→ **Dataset entries**
==*==

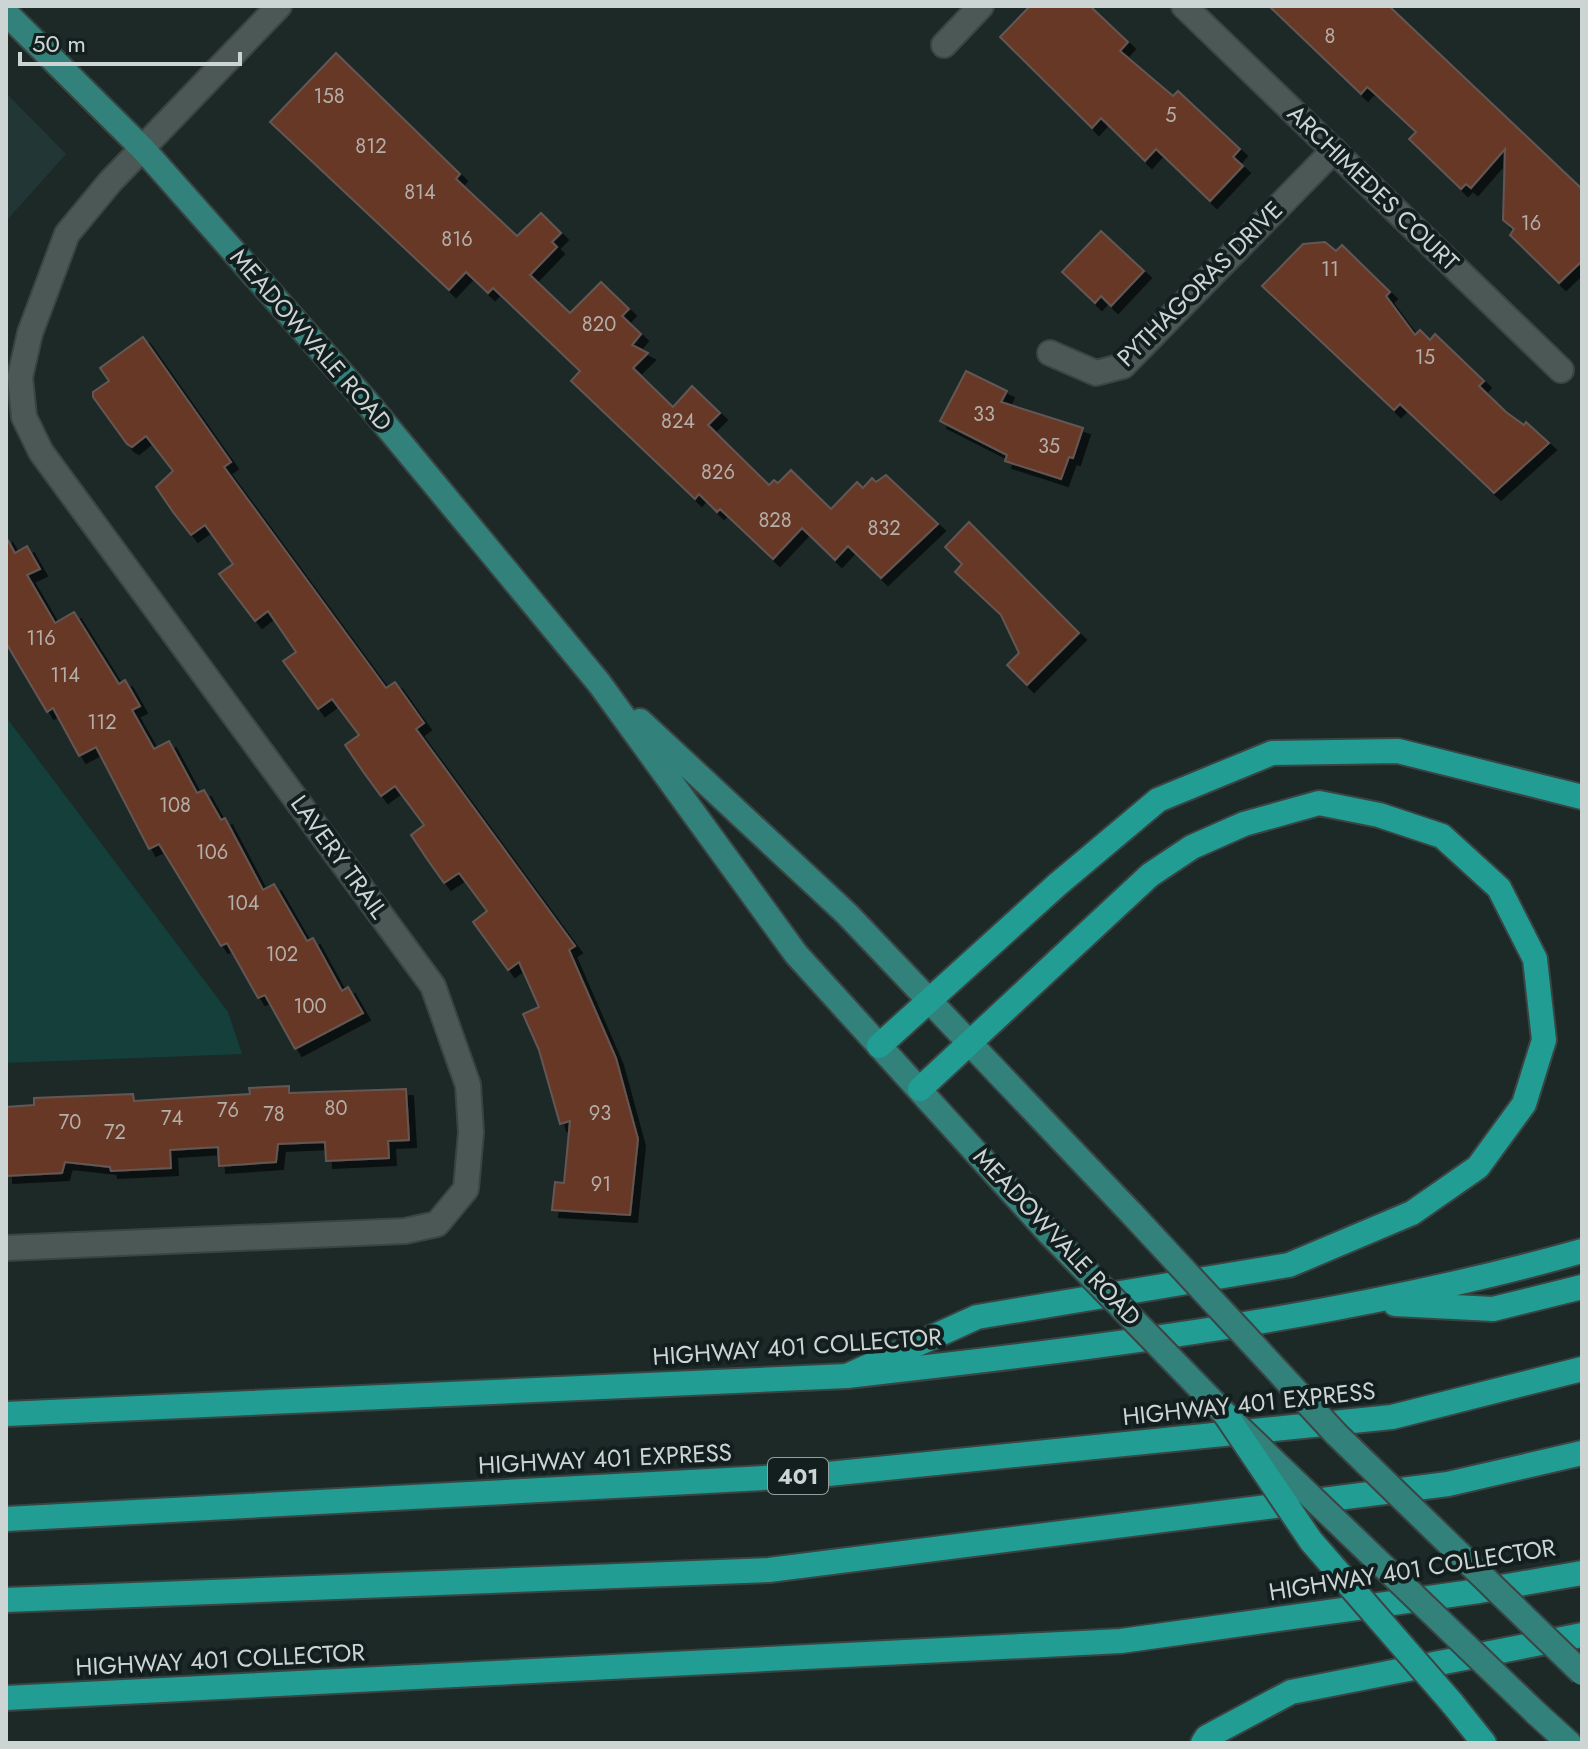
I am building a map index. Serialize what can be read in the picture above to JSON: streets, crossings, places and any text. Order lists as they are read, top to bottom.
{
  "streets": {
    "highway": ["HIGHWAY 401 COLLECTOR", "HIGHWAY 401 EXPRESS", "401"],
    "main road": ["MEADOWVALE ROAD"],
    "street": ["ARCHIMEDES COURT", "PYTHAGORAS DRIVE", "LAVERY TRAIL"]
  },
  "crossings": [
    ["ARCHIMEDES COURT", "PYTHAGORAS DRIVE"],
    ["MEADOWVALE ROAD", "LAVERY TRAIL"]
  ],
  "house_numbers": [
    "8",
    "158",
    "5",
    "812",
    "814",
    "16",
    "816",
    "11",
    "820",
    "15",
    "33",
    "824",
    "35",
    "826",
    "828",
    "832",
    "116",
    "114",
    "112",
    "108",
    "106",
    "104",
    "102",
    "100",
    "80",
    "76",
    "93",
    "78",
    "74",
    "70",
    "72",
    "91"
  ],
  "scale_bar": "50 m"
}
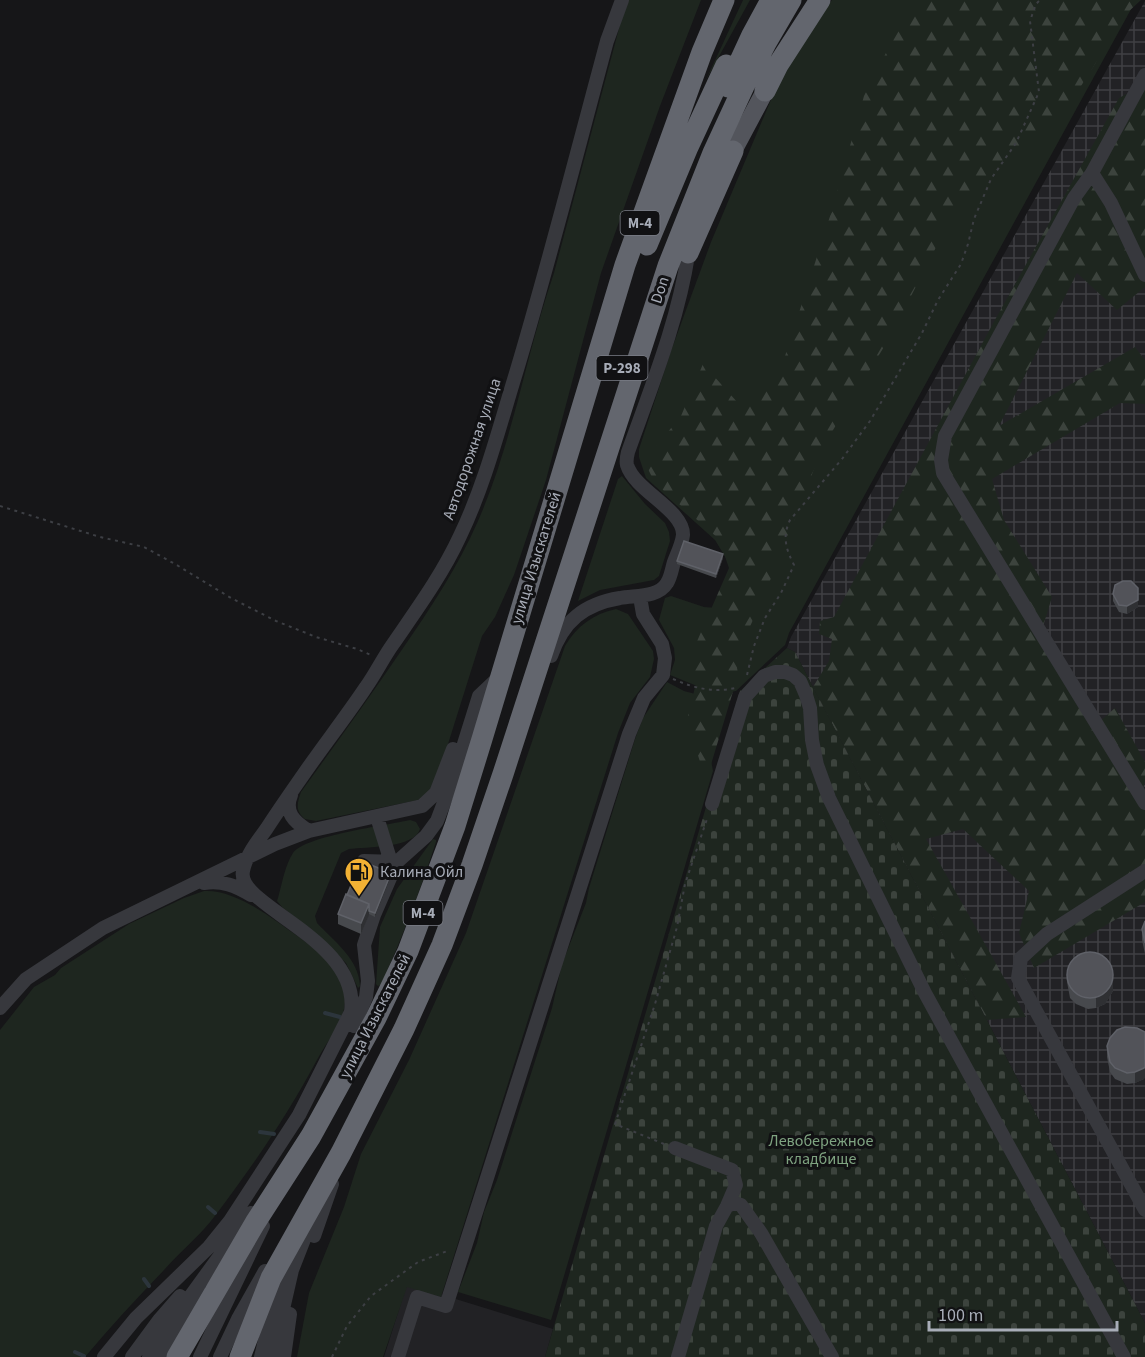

==*==

→ **Task to carry out**
Carry over each record above character for character, with the pictures left out.

→ **Task answer**
I am building a map index. Serialize what can be read in the picture above to JSON: streets, crossings, places and any text. Order lists as they are read, top to bottom.
{
  "streets": {
    "highway": ["HIGHWAY 401 COLLECTOR", "HIGHWAY 401 EXPRESS", "401"],
    "main road": ["MEADOWVALE ROAD"],
    "street": ["ARCHIMEDES COURT", "PYTHAGORAS DRIVE", "LAVERY TRAIL"]
  },
  "crossings": [
    ["ARCHIMEDES COURT", "PYTHAGORAS DRIVE"],
    ["MEADOWVALE ROAD", "LAVERY TRAIL"]
  ],
  "house_numbers": [
    "8",
    "158",
    "5",
    "812",
    "814",
    "16",
    "816",
    "11",
    "820",
    "15",
    "33",
    "824",
    "35",
    "826",
    "828",
    "832",
    "116",
    "114",
    "112",
    "108",
    "106",
    "104",
    "102",
    "100",
    "80",
    "76",
    "93",
    "78",
    "74",
    "70",
    "72",
    "91"
  ],
  "scale_bar": "50 m"
}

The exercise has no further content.